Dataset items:
+ + + + + + +

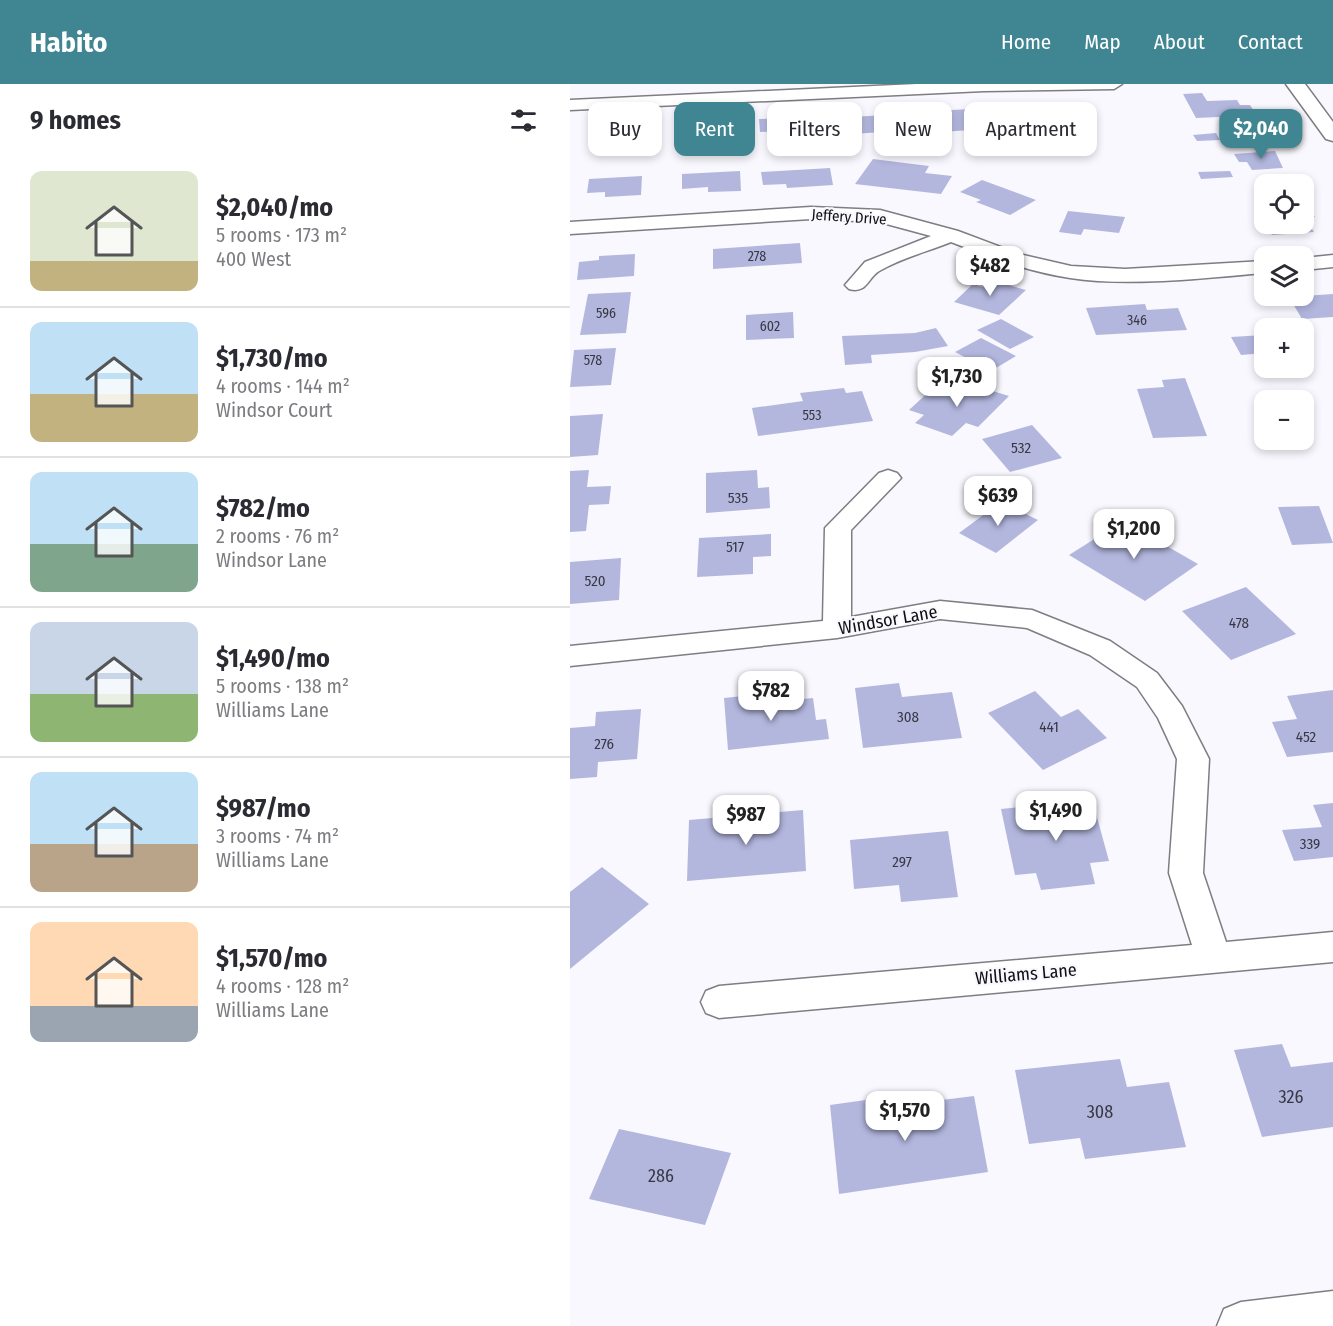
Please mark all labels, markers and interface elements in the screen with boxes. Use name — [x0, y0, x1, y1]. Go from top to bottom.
text: Habito — [30, 26, 108, 59]
text: Home — [1001, 29, 1051, 55]
text: Map — [1084, 29, 1121, 55]
text: About — [1154, 29, 1205, 55]
text: Contact — [1238, 29, 1303, 55]
chip: Buy — [588, 102, 662, 156]
chip: Rent — [674, 102, 755, 156]
chip: Filters — [767, 102, 862, 156]
chip: New — [874, 102, 952, 156]
chip: Apartment — [964, 102, 1097, 156]
icon: filters — [507, 104, 540, 137]
text: 9 homes — [30, 105, 121, 136]
pin: $2,040 — [1212, 109, 1310, 160]
text: $2,040 — [1233, 116, 1289, 140]
map controls — [1254, 174, 1314, 450]
button: locate — [1254, 174, 1314, 234]
text: $2,040/mo — [216, 192, 333, 223]
icon: home — [78, 195, 150, 267]
street label: Jeffery Drive — [811, 205, 887, 229]
text: 5 rooms · 173 m² — [216, 223, 347, 247]
pin: $482 — [954, 246, 1026, 297]
button: layers — [1254, 246, 1314, 306]
text: 400 West — [216, 247, 291, 271]
house number: 278 — [748, 248, 766, 265]
text: $482 — [970, 253, 1010, 277]
house number: 596 — [596, 305, 616, 322]
house number: 346 — [1127, 312, 1147, 329]
house number: 602 — [760, 318, 780, 335]
button: + — [1254, 318, 1314, 378]
text: $1,730/mo — [216, 343, 328, 374]
icon: home — [78, 346, 150, 418]
house number: 578 — [584, 352, 602, 369]
pin: $1,730 — [908, 357, 1006, 408]
text: $1,730 — [931, 364, 983, 388]
text: 4 rooms · 144 m² — [216, 374, 350, 398]
button: − — [1254, 390, 1314, 450]
text: Windsor Court — [216, 398, 332, 422]
house number: 553 — [803, 407, 822, 424]
house number: 532 — [1011, 439, 1031, 457]
pin: $639 — [962, 476, 1034, 527]
text: $639 — [978, 483, 1018, 507]
house number: 535 — [728, 489, 748, 507]
text: $782/mo — [216, 493, 310, 524]
icon: home — [78, 496, 150, 568]
pin: $1,200 — [1085, 509, 1183, 560]
text: $1,200 — [1107, 516, 1161, 540]
text: 2 rooms · 76 m² — [216, 524, 339, 548]
house number: 517 — [726, 538, 744, 556]
text: Windsor Lane — [216, 548, 327, 572]
house number: 520 — [584, 572, 606, 590]
street label: Windsor Lane — [837, 600, 939, 640]
house number: 478 — [1229, 614, 1249, 632]
text: $1,490/mo — [216, 643, 330, 674]
icon: home — [78, 646, 150, 718]
pin: $782 — [735, 671, 807, 722]
text: 5 rooms · 138 m² — [216, 674, 349, 698]
text: $782 — [752, 678, 790, 702]
text: Williams Lane — [216, 698, 329, 722]
house number: 308 — [897, 708, 919, 726]
house number: 441 — [1039, 718, 1059, 736]
house number: 452 — [1296, 728, 1317, 746]
house number: 276 — [594, 735, 614, 753]
pin: $1,490 — [1007, 791, 1105, 842]
text: $987/mo — [216, 793, 311, 824]
pin: $987 — [710, 795, 782, 846]
icon: home — [78, 796, 150, 868]
text: $1,490 — [1030, 798, 1082, 822]
text: $987 — [727, 802, 765, 826]
text: 3 rooms · 74 m² — [216, 824, 339, 848]
house number: 339 — [1300, 835, 1320, 853]
text: Williams Lane — [216, 848, 329, 872]
house number: 297 — [892, 853, 912, 871]
text: $1,570/mo — [216, 943, 327, 974]
icon: home — [78, 946, 150, 1018]
street label: Williams Lane — [974, 959, 1078, 989]
text: 4 rooms · 128 m² — [216, 974, 349, 998]
text: Williams Lane — [216, 998, 329, 1022]
house number: 326 — [1279, 1086, 1303, 1108]
pin: $1,570 — [856, 1091, 954, 1142]
text: $1,570 — [879, 1098, 931, 1122]
house number: 308 — [1087, 1101, 1113, 1123]
house number: 286 — [648, 1165, 674, 1187]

+ + + + + + +

» **Assigned task**:
The records above should be reproduced exactly, with the pictures omitted.

» **Result**:
Please mark all labels, markers and interface elements in the screen with boxes. Use name — [x0, y0, x1, y1]. Go from top to bottom.
text: Habito — [30, 26, 108, 59]
text: Home — [1001, 29, 1051, 55]
text: Map — [1084, 29, 1121, 55]
text: About — [1154, 29, 1205, 55]
text: Contact — [1238, 29, 1303, 55]
chip: Buy — [588, 102, 662, 156]
chip: Rent — [674, 102, 755, 156]
chip: Filters — [767, 102, 862, 156]
chip: New — [874, 102, 952, 156]
chip: Apartment — [964, 102, 1097, 156]
icon: filters — [507, 104, 540, 137]
text: 9 homes — [30, 105, 121, 136]
pin: $2,040 — [1212, 109, 1310, 160]
text: $2,040 — [1233, 116, 1289, 140]
map controls — [1254, 174, 1314, 450]
button: locate — [1254, 174, 1314, 234]
text: $2,040/mo — [216, 192, 333, 223]
icon: home — [78, 195, 150, 267]
street label: Jeffery Drive — [811, 205, 887, 229]
text: 5 rooms · 173 m² — [216, 223, 347, 247]
pin: $482 — [954, 246, 1026, 297]
button: layers — [1254, 246, 1314, 306]
text: 400 West — [216, 247, 291, 271]
house number: 278 — [748, 248, 766, 265]
text: $482 — [970, 253, 1010, 277]
house number: 596 — [596, 305, 616, 322]
house number: 346 — [1127, 312, 1147, 329]
house number: 602 — [760, 318, 780, 335]
button: + — [1254, 318, 1314, 378]
text: $1,730/mo — [216, 343, 328, 374]
icon: home — [78, 346, 150, 418]
house number: 578 — [584, 352, 602, 369]
pin: $1,730 — [908, 357, 1006, 408]
text: $1,730 — [931, 364, 983, 388]
text: 4 rooms · 144 m² — [216, 374, 350, 398]
button: − — [1254, 390, 1314, 450]
text: Windsor Court — [216, 398, 332, 422]
house number: 553 — [803, 407, 822, 424]
house number: 532 — [1011, 439, 1031, 457]
pin: $639 — [962, 476, 1034, 527]
text: $639 — [978, 483, 1018, 507]
house number: 535 — [728, 489, 748, 507]
text: $782/mo — [216, 493, 310, 524]
icon: home — [78, 496, 150, 568]
pin: $1,200 — [1085, 509, 1183, 560]
text: $1,200 — [1107, 516, 1161, 540]
text: 2 rooms · 76 m² — [216, 524, 339, 548]
house number: 517 — [726, 538, 744, 556]
text: Windsor Lane — [216, 548, 327, 572]
house number: 520 — [584, 572, 606, 590]
street label: Windsor Lane — [837, 600, 939, 640]
house number: 478 — [1229, 614, 1249, 632]
text: $1,490/mo — [216, 643, 330, 674]
icon: home — [78, 646, 150, 718]
pin: $782 — [735, 671, 807, 722]
text: 5 rooms · 138 m² — [216, 674, 349, 698]
text: $782 — [752, 678, 790, 702]
text: Williams Lane — [216, 698, 329, 722]
house number: 308 — [897, 708, 919, 726]
house number: 441 — [1039, 718, 1059, 736]
house number: 452 — [1296, 728, 1317, 746]
house number: 276 — [594, 735, 614, 753]
pin: $1,490 — [1007, 791, 1105, 842]
text: $987/mo — [216, 793, 311, 824]
pin: $987 — [710, 795, 782, 846]
icon: home — [78, 796, 150, 868]
text: $1,490 — [1030, 798, 1082, 822]
text: $987 — [727, 802, 765, 826]
text: 3 rooms · 74 m² — [216, 824, 339, 848]
house number: 339 — [1300, 835, 1320, 853]
text: Williams Lane — [216, 848, 329, 872]
house number: 297 — [892, 853, 912, 871]
text: $1,570/mo — [216, 943, 327, 974]
icon: home — [78, 946, 150, 1018]
street label: Williams Lane — [974, 959, 1078, 989]
text: 4 rooms · 128 m² — [216, 974, 349, 998]
text: Williams Lane — [216, 998, 329, 1022]
house number: 326 — [1279, 1086, 1303, 1108]
pin: $1,570 — [856, 1091, 954, 1142]
text: $1,570 — [879, 1098, 931, 1122]
house number: 308 — [1087, 1101, 1113, 1123]
house number: 286 — [648, 1165, 674, 1187]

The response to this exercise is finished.